Vaccine Passports Promise Safer Travel; Privacy Issues Remain

For frequent world travelers, the concept of needing a passport is nothing new. And in fact, a “vaccination passport,” proof that a person has been immunized against an infectious disease such that they can travel, is also not a new concept invented for the age of COVID-19. People who want to travel to certain African nations, for example, must first prove at customs they’ve already been inoculated against yellow fever.

But before 2021 the need to build a vaccine passport for any kind of global travel to be used for anyone going anywhere — that is an entirely new situation, created by the COVID-19 pandemic. It’s an issue that carries a lot of baggage and serious questions as the first rounds of vaccines are going out in the U.S. and around the world.

In the first place, while “vaccine passport” is the term used most often, it is itself a bit misleading. While some of the uses will be based around travel and international travel in specific, as the MIT Technology Review notes, in the current conversation, health record-based authorization is expanding into places it’s never been used before. Records could also act as work authorization, or a pass to get into restaurants, bars, and shopping malls and other public places likely to draw crowds.

According to MIT, health passport proponents argue that digital health credentials could help us get back to “normal” faster.

And those passports are under construction now by a variety of players. IBMThe Commons Project, the COVID-19 Credentials Initiative, and the International Air Transport Association’s IATA travel pass are all attempting to create a system by which consumer vaccination data can be easily passed on via a secure, private and tamper-proof method.

“Built on IBM Blockchain technology, [the IBM Health Pass] solution is designed to enable organizations to verify health credentials for employees, customers and visitors entering their site based on criteria specified by the organization,” IBM noted on its site about  its health pass project.

“On one level, [the CommonPass] is an app that lets you collect, manage, and share your health information on a private level. On another level, it’s a global trust network,” Thomas Crampton, chief marketing and communications officer for The Commons Project, told Travel and Leisure. “You have the ability for a government in one country to trust the test results from an entity in another country.”

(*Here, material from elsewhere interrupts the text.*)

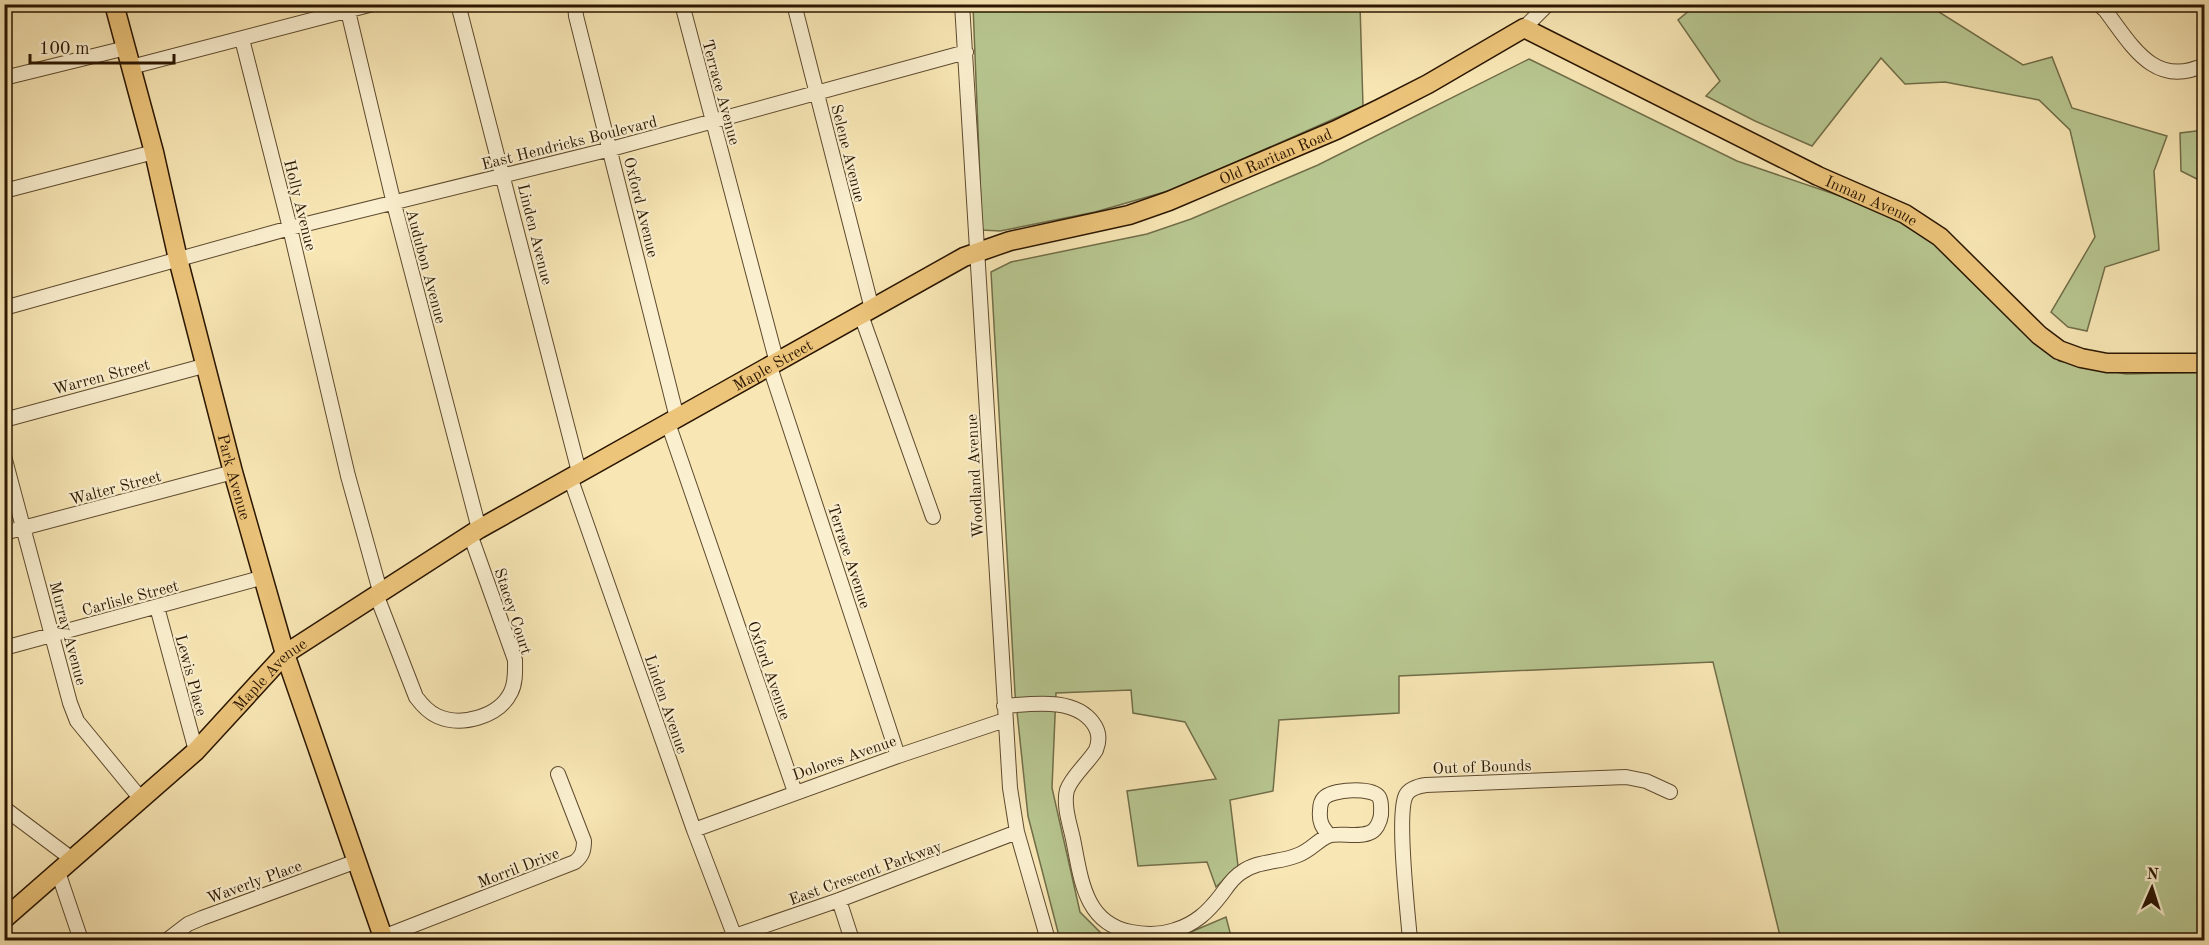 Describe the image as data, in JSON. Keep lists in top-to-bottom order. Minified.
{"streets":{"main road":["Old Raritan Road","Inman Avenue","Maple Street","Park Avenue","Maple Avenue"],"street":["Terrace Avenue","East Hendricks Boulevard","Selene Avenue","Holly Avenue","Oxford Avenue","Linden Avenue","Audubon Avenue","Warren Street","Woodland Avenue","Walter Street","Carlisle Street","Stacey Court","Murray Avenue","Lewis Place","Dolores Avenue","Out of Bounds","Morril Drive","East Crescent Parkway","Waverly Place"]},"crossings":[["Terrace Avenue","East Hendricks Boulevard"],["Terrace Avenue","Maple Street"],["Terrace Avenue","Dolores Avenue"],["East Hendricks Boulevard","Selene Avenue"],["East Hendricks Boulevard","Holly Avenue"],["East Hendricks Boulevard","Oxford Avenue"],["East Hendricks Boulevard","Linden Avenue"],["East Hendricks Boulevard","Audubon Avenue"],["East Hendricks Boulevard","Park Avenue"],["East Hendricks Boulevard","Woodland Avenue"],["Selene Avenue","Maple Street"],["Old Raritan Road","Inman Avenue"],["Old Raritan Road","Maple Street"],["Old Raritan Road","Woodland Avenue"],["Holly Avenue","Stacey Court"],["Holly Avenue","Maple Avenue"],["Oxford Avenue","Maple Street"],["Oxford Avenue","Dolores Avenue"],["Linden Avenue","Maple Street"],["Linden Avenue","Maple Avenue"],["Linden Avenue","Dolores Avenue"],["Linden Avenue","East Crescent Parkway"],["Audubon Avenue","Stacey Court"],["Audubon Avenue","Maple Avenue"],["Maple Street","Woodland Avenue"],["Maple Street","Maple Avenue"],["Warren Street","Park Avenue"],["Park Avenue","Walter Street"],["Park Avenue","Carlisle Street"],["Park Avenue","Maple Avenue"],["Park Avenue","Morril Drive"],["Park Avenue","Waverly Place"],["Woodland Avenue","Dolores Avenue"],["Woodland Avenue","East Crescent Parkway"],["Walter Street","Murray Avenue"],["Carlisle Street","Murray Avenue"],["Carlisle Street","Lewis Place"],["Stacey Court","Maple Avenue"],["Murray Avenue","Maple Avenue"],["Lewis Place","Maple Avenue"]],"scale_bar":"100 m","north":"top"}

How much freedom those vaccine passports will be able to offer individuals, however, is still being defined by government and private agencies. The vaccines were tested for how well they prevented disease and were released to the general public on that basis. What there has been far less testing of is whether the vaccine effectively stops patients from spreading the disease asymptomatically. Nor is it known if all three vaccines currently in the market have the same effects in this regard. As a result, a vaccine passport is a proof of inoculation, not immunity from ever catching or spreading the disease. Some nations like Israel hold vaccines as a standard by which inoculated patients can travel, dine in restaurants and attend events. Others, like the U.K., have officially paused their vaccine passport programs for the time being until more data is known.

There are also concerns that the vaccine passport technology may not be accessible enough to certain populations — such as the elderly and the homeless — to be truly useful. Proponents of vaccines, on the other hand, note that while there may be some minor accessibility issues (given that over 80 percent of American adults have smartphones), digital vaccine verification is far more secure and tamper-proof than paper alternatives. According to reports, there is already a very healthy black market in fake test results that is diminishing trust in printed records and driving demand for cheat-proof digital documents, which digital record are billed as.

Many of the health app/verification app tests underway by governments and private entities are pursuing “health pass” apps, which let users ask participating labs and health systems to send authenticated test results directly to the app, to circumvent verification concerns.

But some complain it is an unreasonable demand on consumers to make them carry sensitive health information in their phones from a privacy standpoint.

But the biggest hurdle health apps may face may ultimately be simply logistics. Collecting vaccination data is a good deal more complex than linking up systems to get testing data. The latter requires making deals with some large testing companies. The former requires connecting any systems across borders, across languages, databases and privacy laws. And while that is possible in nations with centralized national health systems like the U.K., it is increasingly becoming a concern that building something similar in the U.S. will be challenging as patient data is fragmented in tens of thousands of healthcare businesses. And though most vaccinations are captured in state or local registries, using those databases for digital verification has more than a few serious legal and technological limits at present.

Still, experts agree that as vaccinations roll out on a wider basis, the corresponding drops in COVID-19 cases and fatalities will start to move the needle back toward normalcy regardless of whether COVID-19 vaccine passports are ever fully realized to their full technological potential. The progress, they note, won’t be fast, and casual travel to exotic destinations unknown may still be some time off — but it will be on the way presently.

“I think it will help — it’s the first step,” Daniel Burnham, an operations specialist with Scott’s Cheap Flights, told Travel + Leisure “But it will be a while before you can say casually you’re going to go on a weekend trip to Europe.”